The first oil painting ever exhibited by Turner is to be put up for auction after being lost for more 150 years.

The Rising Squall features a dramatic view of a former hot spring and spa in Bristol seen from east bank of the River Avon, before Clifton Suspension Bridge was built.

It made its way around the world and returned to the UK but was unknown as a Turner masterpiece for more than a century. His signature was revealed after the painting was cleaned last year.

The artwork will be displayed in a public exhibition at Sotheby's, in London, between 28 June and 1 July before it is auctioned with an estimated value of up to £300,000.

Julian Gascoigne, Sotheby's senior specialist, said: "It's a fascinating and very instructive insight into his early style."

He added the painting represents Turner, famed as a watercolourist, as a teenage artist with "ambition and skill" as he experimented as an oil painter.
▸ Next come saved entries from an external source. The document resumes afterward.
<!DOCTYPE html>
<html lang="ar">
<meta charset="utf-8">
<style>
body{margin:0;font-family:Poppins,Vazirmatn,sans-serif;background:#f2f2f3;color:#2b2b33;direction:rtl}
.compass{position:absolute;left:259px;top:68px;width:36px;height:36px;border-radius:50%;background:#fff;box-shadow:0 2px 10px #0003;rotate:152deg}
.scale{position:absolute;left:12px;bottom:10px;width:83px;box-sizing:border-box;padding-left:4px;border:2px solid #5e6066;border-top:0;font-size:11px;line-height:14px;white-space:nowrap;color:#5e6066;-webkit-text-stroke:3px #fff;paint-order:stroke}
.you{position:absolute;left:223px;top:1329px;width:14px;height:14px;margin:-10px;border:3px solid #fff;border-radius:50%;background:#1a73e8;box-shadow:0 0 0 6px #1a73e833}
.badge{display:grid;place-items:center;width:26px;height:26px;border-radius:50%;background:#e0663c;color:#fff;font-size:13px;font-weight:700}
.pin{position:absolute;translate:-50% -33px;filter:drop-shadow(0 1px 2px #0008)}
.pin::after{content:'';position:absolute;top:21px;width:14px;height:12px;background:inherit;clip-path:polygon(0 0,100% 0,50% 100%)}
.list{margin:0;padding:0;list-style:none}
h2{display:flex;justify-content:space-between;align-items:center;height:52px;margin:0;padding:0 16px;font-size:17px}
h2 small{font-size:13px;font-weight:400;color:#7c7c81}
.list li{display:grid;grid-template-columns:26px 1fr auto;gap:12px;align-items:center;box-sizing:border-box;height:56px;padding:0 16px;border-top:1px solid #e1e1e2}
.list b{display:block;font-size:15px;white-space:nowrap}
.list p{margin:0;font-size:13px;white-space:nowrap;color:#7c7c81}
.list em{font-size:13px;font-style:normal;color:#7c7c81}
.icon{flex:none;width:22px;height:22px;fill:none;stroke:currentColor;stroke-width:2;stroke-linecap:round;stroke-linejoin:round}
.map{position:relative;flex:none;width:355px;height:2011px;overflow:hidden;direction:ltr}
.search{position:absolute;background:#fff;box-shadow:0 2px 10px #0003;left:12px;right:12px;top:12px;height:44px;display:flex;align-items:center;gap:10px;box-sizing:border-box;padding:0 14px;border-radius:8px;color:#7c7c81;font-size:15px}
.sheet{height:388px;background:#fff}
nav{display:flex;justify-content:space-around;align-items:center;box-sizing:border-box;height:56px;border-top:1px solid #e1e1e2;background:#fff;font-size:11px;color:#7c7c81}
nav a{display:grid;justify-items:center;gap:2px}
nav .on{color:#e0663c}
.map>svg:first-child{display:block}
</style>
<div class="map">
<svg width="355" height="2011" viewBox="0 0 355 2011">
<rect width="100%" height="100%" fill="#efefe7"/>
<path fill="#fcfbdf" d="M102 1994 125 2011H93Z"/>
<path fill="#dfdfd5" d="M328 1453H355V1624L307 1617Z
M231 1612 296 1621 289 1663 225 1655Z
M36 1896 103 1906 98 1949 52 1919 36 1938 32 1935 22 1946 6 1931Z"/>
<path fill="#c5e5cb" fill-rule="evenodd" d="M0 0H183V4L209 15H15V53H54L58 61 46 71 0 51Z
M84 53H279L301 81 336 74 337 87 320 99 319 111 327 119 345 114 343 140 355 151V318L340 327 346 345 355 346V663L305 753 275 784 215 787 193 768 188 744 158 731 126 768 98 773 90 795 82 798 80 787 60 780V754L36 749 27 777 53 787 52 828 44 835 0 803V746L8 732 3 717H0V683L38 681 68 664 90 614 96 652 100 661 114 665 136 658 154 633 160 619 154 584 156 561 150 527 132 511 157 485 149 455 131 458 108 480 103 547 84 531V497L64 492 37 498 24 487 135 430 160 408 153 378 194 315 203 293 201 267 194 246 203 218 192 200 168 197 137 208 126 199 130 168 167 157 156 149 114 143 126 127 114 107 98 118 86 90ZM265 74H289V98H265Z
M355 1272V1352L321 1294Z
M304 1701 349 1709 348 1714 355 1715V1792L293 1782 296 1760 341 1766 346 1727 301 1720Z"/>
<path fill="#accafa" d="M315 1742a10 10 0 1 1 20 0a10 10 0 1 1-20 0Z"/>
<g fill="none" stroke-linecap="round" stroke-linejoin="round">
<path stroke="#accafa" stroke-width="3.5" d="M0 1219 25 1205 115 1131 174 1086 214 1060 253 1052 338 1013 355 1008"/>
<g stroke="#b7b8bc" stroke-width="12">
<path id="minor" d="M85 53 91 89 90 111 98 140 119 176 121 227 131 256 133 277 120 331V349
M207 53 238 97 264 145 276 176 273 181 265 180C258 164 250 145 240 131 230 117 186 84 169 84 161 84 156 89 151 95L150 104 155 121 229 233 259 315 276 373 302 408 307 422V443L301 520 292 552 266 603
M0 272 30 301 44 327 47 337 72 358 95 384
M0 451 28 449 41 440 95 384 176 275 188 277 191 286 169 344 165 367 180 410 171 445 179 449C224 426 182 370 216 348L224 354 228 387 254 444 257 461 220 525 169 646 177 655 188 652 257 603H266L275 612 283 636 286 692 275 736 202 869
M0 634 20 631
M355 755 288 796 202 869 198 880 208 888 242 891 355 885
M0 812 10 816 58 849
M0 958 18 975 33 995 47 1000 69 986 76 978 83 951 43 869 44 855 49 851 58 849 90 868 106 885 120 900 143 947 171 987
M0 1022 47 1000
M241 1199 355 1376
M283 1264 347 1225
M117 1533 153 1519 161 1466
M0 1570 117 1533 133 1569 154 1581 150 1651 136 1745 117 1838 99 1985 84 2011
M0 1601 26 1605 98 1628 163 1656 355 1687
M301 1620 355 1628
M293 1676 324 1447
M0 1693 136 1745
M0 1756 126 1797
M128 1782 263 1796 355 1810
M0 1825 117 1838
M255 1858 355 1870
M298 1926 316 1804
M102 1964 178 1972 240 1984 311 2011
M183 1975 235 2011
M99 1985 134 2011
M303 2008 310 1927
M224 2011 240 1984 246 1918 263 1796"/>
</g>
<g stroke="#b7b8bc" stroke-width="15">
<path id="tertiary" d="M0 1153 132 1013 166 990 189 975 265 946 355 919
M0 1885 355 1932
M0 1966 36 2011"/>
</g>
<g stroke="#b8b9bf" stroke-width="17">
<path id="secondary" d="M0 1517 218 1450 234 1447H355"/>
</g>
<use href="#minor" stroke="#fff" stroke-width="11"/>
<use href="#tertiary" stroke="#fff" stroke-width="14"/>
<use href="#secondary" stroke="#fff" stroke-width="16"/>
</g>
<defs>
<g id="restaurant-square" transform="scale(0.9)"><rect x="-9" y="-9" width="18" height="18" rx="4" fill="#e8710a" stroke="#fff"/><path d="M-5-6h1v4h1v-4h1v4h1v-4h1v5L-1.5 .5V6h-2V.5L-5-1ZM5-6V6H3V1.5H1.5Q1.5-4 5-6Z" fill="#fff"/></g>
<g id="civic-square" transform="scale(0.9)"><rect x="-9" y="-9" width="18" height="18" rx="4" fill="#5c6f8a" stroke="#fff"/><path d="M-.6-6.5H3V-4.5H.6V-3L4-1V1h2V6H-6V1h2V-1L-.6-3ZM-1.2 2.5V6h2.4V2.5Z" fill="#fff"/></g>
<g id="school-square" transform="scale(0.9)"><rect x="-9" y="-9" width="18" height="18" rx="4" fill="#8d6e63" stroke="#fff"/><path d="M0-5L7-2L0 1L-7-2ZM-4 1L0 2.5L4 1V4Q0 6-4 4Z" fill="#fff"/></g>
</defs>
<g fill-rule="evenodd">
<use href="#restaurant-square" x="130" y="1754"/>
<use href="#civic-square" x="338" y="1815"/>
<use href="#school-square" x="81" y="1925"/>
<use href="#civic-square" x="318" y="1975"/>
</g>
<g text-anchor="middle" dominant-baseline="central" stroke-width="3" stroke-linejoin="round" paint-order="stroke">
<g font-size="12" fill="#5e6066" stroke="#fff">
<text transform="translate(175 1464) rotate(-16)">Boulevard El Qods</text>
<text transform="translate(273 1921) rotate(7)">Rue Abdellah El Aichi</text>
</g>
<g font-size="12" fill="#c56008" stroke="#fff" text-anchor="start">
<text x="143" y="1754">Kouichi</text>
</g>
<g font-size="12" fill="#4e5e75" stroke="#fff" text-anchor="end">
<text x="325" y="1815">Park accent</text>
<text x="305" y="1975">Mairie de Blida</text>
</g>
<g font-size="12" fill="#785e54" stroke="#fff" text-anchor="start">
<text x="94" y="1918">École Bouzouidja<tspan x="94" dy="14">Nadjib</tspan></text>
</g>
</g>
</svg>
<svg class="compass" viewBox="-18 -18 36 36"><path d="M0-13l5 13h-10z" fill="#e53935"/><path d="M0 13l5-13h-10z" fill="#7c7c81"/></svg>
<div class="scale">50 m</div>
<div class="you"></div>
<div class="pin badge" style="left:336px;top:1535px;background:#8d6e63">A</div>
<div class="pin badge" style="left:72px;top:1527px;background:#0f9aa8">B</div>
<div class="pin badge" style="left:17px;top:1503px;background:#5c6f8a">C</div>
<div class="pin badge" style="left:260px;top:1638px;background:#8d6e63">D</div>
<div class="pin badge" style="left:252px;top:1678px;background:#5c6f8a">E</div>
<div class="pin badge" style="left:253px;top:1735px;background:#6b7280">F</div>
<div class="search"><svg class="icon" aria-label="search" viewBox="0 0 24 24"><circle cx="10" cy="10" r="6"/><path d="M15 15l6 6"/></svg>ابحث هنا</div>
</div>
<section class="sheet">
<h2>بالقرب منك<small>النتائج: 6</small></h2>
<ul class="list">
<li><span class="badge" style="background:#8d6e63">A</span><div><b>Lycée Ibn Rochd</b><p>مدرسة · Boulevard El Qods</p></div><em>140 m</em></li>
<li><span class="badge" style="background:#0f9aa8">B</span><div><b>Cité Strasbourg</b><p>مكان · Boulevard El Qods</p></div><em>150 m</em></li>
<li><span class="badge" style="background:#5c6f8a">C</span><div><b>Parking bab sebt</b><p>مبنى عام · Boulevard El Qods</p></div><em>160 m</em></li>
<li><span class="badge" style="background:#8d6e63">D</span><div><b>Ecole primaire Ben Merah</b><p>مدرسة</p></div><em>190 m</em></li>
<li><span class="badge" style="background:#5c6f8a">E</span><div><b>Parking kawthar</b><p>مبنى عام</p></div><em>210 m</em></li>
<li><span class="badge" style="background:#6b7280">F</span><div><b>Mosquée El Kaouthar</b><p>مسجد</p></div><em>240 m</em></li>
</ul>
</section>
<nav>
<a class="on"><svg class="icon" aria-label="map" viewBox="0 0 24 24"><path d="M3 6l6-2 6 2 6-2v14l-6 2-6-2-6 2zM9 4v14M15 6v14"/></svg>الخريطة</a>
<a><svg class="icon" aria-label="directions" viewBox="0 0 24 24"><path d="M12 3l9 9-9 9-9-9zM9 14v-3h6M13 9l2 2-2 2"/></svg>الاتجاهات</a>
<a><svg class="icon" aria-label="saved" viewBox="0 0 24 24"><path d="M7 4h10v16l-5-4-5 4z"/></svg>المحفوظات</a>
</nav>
The painting made its debut at the Royal Academy in 1793, three days after Turner's 18th birthday, before being bought by Reverend Robert Nixon, a customer of his father's barber shop.
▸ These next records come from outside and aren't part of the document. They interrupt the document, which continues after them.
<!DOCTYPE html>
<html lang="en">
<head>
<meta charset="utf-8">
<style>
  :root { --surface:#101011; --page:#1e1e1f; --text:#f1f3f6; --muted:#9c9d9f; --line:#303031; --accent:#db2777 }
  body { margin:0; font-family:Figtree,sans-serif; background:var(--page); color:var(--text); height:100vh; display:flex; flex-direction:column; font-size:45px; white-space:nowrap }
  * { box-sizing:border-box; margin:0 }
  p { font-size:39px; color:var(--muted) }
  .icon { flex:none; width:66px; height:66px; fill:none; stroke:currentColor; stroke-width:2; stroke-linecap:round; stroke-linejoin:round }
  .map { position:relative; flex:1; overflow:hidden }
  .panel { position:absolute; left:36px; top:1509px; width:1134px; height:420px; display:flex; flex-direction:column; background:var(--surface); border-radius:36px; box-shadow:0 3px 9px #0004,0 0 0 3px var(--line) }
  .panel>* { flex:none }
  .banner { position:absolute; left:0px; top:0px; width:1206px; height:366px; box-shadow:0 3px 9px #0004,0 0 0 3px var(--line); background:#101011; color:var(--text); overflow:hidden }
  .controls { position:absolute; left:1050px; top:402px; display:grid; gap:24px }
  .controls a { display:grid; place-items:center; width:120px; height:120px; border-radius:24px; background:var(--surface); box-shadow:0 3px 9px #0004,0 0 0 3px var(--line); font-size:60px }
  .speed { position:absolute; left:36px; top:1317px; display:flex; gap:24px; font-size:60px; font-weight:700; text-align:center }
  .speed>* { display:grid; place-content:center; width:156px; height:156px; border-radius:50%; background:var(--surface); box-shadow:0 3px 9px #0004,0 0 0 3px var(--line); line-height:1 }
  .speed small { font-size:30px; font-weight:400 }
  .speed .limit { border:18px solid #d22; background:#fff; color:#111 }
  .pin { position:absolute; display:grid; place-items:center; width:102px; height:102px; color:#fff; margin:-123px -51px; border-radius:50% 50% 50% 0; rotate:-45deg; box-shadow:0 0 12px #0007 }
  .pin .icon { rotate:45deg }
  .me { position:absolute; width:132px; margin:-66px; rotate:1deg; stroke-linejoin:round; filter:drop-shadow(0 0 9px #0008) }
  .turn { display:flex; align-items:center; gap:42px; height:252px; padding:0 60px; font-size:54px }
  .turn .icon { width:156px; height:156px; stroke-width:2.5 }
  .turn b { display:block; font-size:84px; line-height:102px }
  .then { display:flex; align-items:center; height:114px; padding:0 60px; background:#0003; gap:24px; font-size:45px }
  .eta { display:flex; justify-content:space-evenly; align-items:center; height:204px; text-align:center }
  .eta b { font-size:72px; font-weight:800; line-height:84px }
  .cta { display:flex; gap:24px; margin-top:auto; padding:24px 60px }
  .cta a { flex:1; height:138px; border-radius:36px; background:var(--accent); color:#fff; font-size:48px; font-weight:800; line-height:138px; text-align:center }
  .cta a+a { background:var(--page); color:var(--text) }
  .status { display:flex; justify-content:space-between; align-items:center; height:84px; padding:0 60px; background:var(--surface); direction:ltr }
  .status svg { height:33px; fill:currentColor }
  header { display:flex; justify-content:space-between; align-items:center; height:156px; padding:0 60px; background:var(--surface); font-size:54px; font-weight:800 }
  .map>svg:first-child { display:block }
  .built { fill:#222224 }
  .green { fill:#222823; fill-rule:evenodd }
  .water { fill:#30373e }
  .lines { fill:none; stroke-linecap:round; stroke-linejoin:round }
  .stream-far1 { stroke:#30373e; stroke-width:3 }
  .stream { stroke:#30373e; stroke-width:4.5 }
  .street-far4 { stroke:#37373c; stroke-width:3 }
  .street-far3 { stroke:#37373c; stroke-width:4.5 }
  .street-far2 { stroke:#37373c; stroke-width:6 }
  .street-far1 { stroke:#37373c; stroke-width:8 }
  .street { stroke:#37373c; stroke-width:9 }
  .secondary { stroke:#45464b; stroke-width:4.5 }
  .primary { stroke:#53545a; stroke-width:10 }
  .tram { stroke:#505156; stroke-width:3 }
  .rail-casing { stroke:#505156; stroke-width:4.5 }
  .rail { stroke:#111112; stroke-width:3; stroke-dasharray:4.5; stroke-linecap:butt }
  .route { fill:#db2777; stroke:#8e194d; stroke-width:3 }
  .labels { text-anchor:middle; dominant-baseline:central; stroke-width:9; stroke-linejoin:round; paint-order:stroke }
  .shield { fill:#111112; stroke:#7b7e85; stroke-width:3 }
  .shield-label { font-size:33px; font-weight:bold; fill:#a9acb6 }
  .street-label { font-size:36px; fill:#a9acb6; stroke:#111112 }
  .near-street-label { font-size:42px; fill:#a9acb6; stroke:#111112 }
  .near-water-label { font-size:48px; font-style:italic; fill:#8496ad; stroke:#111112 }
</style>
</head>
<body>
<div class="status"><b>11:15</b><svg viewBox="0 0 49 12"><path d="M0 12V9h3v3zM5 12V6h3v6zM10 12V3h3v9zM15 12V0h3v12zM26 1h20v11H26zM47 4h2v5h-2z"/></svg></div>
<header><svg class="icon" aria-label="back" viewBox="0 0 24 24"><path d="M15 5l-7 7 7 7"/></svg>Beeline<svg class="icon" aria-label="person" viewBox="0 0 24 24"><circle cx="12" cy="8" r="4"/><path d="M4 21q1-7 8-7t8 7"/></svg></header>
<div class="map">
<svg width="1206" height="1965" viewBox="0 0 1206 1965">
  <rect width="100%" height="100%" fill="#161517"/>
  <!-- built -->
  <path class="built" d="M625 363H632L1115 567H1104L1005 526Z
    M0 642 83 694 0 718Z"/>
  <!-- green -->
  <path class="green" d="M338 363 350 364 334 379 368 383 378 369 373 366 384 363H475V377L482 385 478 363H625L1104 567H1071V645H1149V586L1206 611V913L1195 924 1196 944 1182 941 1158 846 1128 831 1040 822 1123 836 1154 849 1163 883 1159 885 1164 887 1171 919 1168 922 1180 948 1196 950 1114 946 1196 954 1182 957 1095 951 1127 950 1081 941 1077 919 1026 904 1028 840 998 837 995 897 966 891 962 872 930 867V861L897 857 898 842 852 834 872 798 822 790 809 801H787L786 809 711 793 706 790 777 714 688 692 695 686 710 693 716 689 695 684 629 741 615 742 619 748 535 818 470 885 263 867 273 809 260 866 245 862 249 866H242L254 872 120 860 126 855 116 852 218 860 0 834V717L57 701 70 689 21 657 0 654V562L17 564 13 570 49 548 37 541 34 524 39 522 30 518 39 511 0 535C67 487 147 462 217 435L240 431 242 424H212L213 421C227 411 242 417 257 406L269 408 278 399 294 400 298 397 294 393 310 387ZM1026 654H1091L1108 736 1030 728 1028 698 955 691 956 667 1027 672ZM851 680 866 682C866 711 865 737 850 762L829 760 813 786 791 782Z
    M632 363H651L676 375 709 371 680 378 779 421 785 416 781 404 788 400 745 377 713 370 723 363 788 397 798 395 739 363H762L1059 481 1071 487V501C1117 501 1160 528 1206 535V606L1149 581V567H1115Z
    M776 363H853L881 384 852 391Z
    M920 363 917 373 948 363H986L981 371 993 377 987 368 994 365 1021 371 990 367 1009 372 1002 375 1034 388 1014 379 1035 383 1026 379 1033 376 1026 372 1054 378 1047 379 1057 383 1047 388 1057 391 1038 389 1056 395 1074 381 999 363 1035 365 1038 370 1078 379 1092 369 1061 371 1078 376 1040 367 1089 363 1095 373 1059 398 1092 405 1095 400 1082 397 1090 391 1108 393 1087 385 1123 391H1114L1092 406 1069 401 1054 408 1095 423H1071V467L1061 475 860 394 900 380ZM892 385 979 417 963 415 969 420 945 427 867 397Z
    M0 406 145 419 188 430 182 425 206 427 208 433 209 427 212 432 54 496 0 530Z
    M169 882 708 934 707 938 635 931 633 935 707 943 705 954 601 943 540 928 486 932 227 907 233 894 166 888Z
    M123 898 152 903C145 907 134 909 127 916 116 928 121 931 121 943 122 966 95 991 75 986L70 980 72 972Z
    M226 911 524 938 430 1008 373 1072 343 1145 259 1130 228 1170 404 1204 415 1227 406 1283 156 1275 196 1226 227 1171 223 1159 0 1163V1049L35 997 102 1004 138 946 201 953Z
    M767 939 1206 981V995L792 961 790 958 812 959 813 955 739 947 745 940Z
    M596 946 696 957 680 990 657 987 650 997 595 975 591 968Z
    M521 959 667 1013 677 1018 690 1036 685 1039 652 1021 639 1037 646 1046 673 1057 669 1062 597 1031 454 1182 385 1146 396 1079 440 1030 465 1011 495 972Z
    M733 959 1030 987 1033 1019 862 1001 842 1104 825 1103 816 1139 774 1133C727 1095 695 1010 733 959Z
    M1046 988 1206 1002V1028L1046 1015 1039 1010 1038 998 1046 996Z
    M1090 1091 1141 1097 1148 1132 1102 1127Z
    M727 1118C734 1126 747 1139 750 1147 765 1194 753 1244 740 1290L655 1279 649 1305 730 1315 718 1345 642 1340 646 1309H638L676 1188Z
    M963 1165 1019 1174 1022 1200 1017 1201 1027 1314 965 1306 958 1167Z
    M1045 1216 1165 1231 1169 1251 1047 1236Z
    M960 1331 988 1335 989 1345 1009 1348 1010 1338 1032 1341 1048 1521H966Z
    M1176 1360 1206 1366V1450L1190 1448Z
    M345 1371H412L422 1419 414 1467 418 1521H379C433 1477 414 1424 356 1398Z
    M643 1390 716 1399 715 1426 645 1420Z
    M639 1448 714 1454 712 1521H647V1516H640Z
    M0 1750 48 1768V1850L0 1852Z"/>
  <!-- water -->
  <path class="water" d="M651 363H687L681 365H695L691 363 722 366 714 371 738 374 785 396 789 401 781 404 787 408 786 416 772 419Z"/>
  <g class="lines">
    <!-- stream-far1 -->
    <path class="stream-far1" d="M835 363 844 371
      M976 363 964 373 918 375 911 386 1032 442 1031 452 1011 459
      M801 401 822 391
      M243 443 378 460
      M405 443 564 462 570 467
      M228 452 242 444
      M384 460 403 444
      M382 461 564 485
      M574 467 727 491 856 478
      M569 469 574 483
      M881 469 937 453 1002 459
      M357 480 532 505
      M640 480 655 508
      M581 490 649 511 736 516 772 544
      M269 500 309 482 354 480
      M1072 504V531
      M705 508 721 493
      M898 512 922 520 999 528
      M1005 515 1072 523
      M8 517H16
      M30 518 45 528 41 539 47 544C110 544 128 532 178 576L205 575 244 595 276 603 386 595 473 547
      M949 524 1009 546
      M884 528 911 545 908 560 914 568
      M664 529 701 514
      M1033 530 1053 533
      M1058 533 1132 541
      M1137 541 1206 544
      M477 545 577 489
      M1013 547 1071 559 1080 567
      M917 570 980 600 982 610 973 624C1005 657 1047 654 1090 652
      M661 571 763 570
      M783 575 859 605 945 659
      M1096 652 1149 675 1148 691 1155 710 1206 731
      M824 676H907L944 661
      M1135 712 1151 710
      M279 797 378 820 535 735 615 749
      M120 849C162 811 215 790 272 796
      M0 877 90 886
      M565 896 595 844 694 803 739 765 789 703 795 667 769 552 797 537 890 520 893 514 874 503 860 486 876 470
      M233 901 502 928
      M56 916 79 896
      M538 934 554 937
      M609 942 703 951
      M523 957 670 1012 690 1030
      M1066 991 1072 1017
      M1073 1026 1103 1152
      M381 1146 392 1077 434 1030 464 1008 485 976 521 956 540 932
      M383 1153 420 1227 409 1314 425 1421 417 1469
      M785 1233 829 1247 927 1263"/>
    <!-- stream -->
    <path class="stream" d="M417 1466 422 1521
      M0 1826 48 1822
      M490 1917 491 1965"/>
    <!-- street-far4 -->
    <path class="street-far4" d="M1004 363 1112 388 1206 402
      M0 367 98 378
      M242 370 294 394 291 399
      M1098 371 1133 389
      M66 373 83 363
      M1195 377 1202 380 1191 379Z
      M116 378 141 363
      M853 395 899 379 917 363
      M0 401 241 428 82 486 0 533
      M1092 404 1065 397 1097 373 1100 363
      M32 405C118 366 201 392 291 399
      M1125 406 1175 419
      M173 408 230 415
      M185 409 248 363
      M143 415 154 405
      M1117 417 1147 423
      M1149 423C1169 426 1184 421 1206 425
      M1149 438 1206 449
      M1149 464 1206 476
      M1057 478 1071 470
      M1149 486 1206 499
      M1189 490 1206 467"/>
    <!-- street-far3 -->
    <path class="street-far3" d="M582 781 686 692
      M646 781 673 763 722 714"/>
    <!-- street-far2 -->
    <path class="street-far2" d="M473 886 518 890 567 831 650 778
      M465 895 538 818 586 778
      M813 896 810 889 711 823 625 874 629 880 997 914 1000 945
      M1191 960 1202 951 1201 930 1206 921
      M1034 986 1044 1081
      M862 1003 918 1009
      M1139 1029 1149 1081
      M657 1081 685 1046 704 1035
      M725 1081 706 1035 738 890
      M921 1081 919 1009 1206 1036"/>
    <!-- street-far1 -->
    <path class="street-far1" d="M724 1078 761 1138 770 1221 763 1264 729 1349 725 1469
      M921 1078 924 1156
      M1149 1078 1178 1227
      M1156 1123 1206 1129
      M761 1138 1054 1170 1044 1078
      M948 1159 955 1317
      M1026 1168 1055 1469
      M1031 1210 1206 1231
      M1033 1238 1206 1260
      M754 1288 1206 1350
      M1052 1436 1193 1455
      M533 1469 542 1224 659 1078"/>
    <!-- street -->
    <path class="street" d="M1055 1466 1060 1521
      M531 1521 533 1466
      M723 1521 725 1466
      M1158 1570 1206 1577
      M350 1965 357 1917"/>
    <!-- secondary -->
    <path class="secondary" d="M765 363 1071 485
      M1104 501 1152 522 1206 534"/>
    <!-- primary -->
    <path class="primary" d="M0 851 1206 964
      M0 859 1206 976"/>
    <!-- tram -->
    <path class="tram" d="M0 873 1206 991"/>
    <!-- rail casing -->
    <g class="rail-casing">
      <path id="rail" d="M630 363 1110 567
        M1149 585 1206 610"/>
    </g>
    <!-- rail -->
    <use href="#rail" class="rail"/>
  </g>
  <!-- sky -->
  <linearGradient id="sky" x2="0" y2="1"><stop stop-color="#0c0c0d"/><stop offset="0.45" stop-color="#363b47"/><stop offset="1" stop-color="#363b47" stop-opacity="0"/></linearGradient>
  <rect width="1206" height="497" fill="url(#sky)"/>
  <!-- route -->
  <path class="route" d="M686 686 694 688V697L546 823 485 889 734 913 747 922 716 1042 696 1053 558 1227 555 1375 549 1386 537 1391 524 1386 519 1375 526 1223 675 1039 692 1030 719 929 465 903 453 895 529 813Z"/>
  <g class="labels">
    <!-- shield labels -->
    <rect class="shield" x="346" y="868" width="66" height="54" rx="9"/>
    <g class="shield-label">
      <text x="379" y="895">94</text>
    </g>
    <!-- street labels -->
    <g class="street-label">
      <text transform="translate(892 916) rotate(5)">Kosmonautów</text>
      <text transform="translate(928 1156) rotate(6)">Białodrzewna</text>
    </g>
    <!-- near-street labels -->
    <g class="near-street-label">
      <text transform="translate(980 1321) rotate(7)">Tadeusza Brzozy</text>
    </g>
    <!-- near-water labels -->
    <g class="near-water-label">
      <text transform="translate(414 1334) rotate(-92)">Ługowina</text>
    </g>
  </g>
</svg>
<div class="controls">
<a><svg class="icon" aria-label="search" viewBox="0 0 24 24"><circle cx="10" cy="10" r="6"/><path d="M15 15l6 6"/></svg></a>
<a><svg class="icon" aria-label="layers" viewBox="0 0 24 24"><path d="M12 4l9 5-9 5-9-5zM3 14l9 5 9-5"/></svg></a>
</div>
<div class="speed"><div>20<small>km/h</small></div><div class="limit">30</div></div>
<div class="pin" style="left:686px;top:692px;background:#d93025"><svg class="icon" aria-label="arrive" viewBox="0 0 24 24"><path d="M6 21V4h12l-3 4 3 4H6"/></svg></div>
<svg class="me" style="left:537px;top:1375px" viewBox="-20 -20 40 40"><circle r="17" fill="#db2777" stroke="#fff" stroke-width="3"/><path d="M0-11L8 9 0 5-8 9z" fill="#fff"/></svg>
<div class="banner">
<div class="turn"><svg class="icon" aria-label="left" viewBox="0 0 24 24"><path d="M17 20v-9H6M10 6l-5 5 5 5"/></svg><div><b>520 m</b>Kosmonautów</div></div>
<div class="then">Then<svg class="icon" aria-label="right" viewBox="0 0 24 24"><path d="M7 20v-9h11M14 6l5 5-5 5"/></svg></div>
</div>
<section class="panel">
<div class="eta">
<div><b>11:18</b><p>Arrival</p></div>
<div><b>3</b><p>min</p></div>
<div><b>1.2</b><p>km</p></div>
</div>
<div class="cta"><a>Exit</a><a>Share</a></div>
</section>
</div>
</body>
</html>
Reverend Nixon's son inherited the painting after his death, Mr Gascoigne said, adding it then fell "into obscurity" having last been exhibited in Tasmania, Australia, in 1858.

Sotheby's A woman looking at a framed oil painting which depicts a former hot spa and spring in Bristol, with Georgian houses in the background and a boat sailing in water. Sotheby's
The painting is expected to be sold for up to £300,000 at an auction

The painting was done as part of Turner's first artistic tour when he was a teenager, where he travelled from London to the West Country.

Mr Gascoigne said: "Bristol would have been a very natural place for a young artist based in London to get to relatively easily and relatively cheaply, but would provide him with the sort of dramatic, sublime, picturesque landscape that he was seeking."

There was early mention of the painting in obituaries of Turner's life but for at least a century it was mistaken for a watercolour, meaning it was missing from the catalogue of his exhibited oil paintings.

Up until the discovery last year during a restoration project, experts believed Turner's earliest exhibited oil was his Fisherman at Sea painting.